Information
● ● ● ● ● ● ●
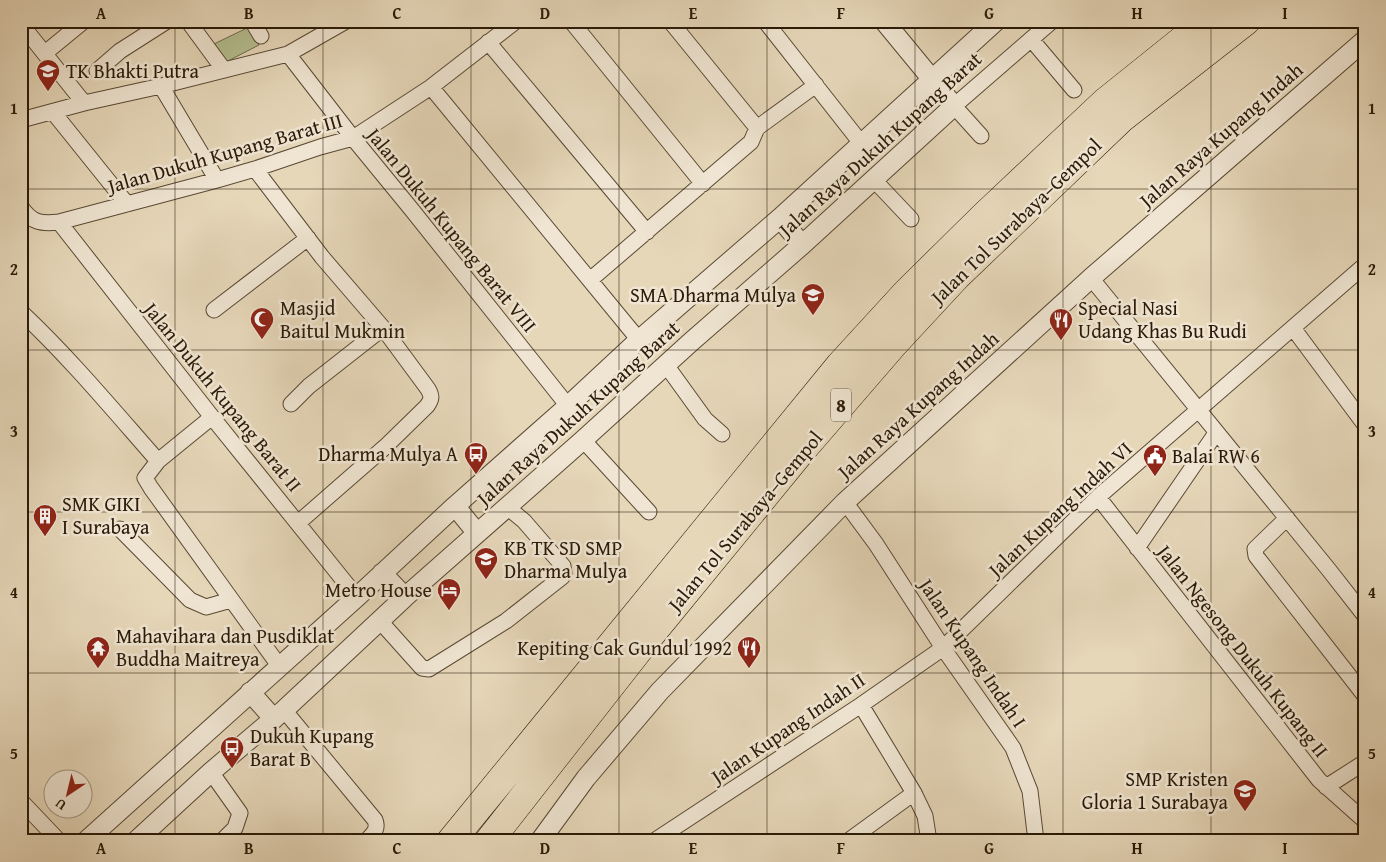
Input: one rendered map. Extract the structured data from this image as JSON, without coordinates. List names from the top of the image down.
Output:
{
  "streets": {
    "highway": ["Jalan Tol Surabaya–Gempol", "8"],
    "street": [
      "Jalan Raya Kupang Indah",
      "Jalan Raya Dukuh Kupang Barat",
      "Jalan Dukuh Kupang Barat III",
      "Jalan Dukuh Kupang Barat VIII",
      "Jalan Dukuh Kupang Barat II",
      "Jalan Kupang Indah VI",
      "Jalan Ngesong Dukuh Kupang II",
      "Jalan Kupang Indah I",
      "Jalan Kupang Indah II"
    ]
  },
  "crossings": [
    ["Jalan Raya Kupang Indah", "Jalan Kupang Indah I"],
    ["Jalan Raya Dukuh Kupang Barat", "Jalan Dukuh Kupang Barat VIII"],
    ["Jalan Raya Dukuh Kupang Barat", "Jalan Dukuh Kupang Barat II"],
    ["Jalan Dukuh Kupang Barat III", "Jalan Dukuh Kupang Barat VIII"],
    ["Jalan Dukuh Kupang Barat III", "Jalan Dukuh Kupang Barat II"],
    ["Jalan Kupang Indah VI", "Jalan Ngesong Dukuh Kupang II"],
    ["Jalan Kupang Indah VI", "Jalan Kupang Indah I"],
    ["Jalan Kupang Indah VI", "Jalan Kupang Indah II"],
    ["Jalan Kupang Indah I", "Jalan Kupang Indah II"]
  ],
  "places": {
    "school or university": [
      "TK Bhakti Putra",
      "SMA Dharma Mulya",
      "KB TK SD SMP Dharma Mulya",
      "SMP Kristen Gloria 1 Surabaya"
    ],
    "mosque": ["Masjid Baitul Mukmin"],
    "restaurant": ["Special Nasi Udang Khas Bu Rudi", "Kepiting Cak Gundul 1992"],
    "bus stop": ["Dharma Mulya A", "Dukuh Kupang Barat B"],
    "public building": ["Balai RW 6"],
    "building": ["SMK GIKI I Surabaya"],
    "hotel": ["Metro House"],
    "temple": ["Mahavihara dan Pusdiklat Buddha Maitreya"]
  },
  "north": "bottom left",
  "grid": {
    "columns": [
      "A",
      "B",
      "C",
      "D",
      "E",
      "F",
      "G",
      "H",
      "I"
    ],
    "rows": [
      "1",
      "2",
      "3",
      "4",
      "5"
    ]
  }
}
● ● ● ● ● ● ●
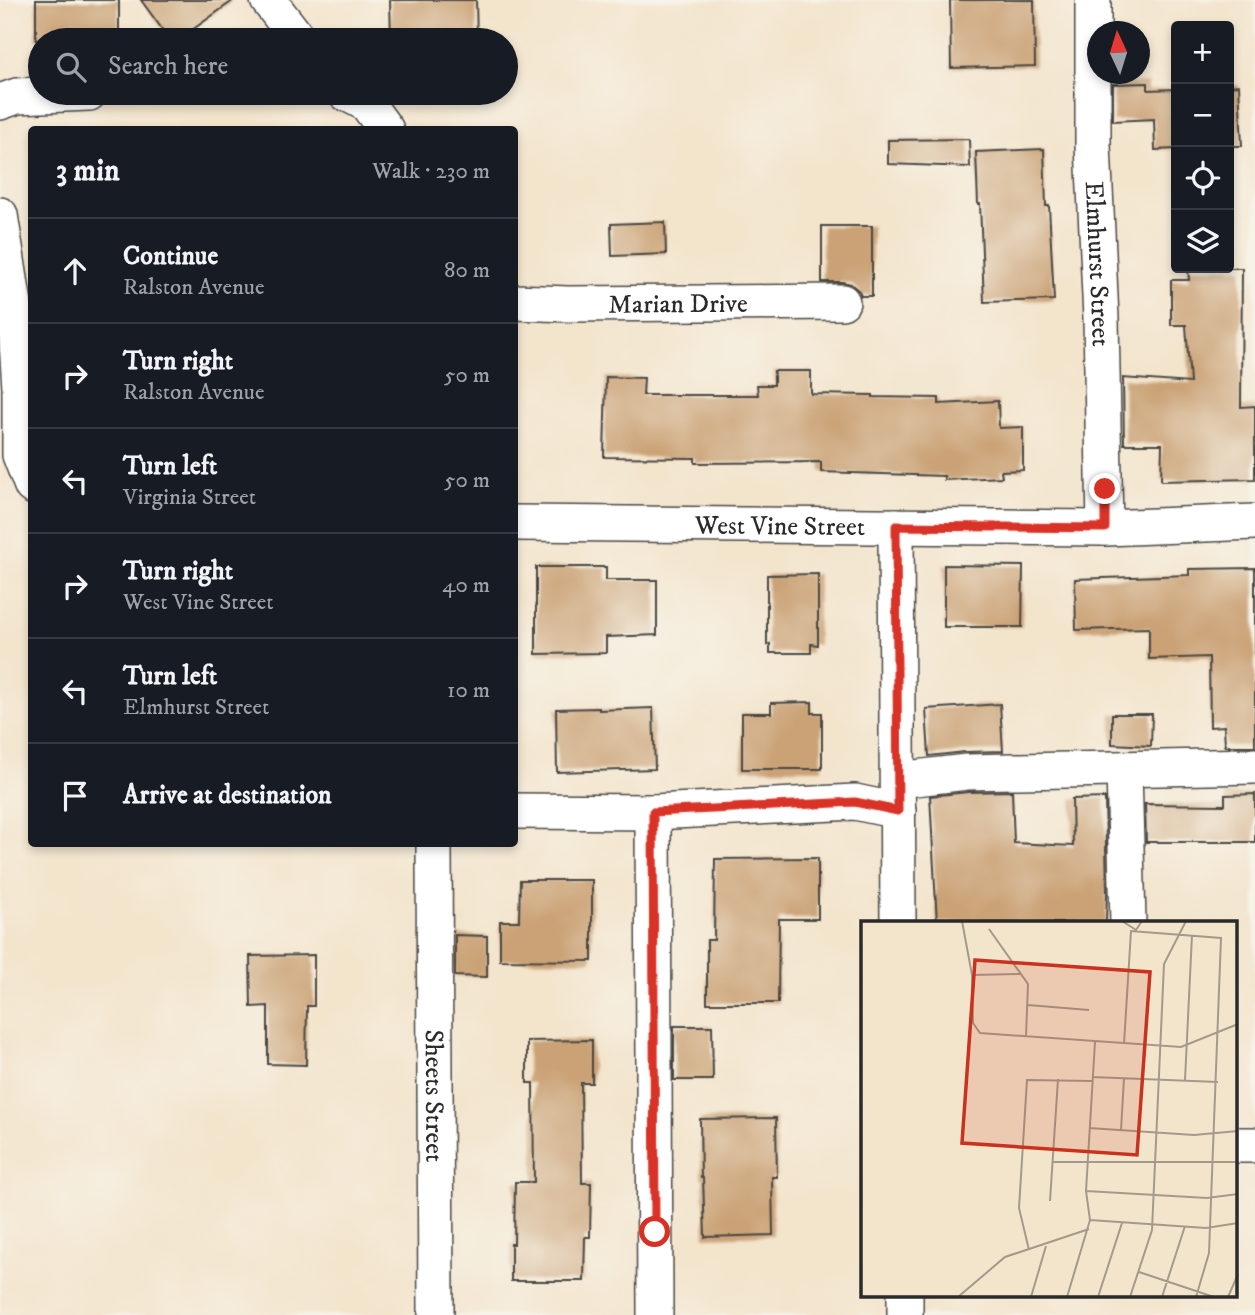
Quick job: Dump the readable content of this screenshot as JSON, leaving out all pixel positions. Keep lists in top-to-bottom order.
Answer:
● ● ● ● ● ● ●
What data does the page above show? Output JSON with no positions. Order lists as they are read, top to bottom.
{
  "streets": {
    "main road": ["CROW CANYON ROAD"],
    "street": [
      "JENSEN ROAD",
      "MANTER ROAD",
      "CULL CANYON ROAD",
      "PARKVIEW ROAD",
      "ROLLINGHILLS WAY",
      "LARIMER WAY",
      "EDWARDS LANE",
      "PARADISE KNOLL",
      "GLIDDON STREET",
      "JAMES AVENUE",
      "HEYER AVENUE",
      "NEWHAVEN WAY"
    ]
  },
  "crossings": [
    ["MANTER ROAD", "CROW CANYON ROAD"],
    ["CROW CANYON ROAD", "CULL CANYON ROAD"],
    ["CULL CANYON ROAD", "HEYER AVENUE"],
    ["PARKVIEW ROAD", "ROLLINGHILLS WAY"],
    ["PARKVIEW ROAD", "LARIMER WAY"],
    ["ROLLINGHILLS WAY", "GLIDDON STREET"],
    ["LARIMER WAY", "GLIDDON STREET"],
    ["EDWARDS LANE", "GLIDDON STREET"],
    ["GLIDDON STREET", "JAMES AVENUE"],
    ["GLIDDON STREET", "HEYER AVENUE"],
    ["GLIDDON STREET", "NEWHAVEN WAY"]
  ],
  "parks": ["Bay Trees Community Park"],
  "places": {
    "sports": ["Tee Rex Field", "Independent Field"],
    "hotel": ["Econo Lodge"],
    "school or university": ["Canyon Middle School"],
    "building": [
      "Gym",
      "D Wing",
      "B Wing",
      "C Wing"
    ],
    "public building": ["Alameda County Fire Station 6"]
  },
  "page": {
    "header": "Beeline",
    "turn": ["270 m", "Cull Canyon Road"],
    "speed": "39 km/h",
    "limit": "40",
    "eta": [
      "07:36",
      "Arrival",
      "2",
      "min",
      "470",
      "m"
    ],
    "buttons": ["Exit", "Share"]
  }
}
● ● ● ● ● ● ●
In the listing, find each line with the string "this" and copy it.

Input: one rendered map. Extract the structured data from this image as JSON, without coordinates. List names from the top of the image down.
Quick job: Dump the readable content of this screenshot as JSON, leaving out all pixel positions. Keep lists in top-to-bottom order.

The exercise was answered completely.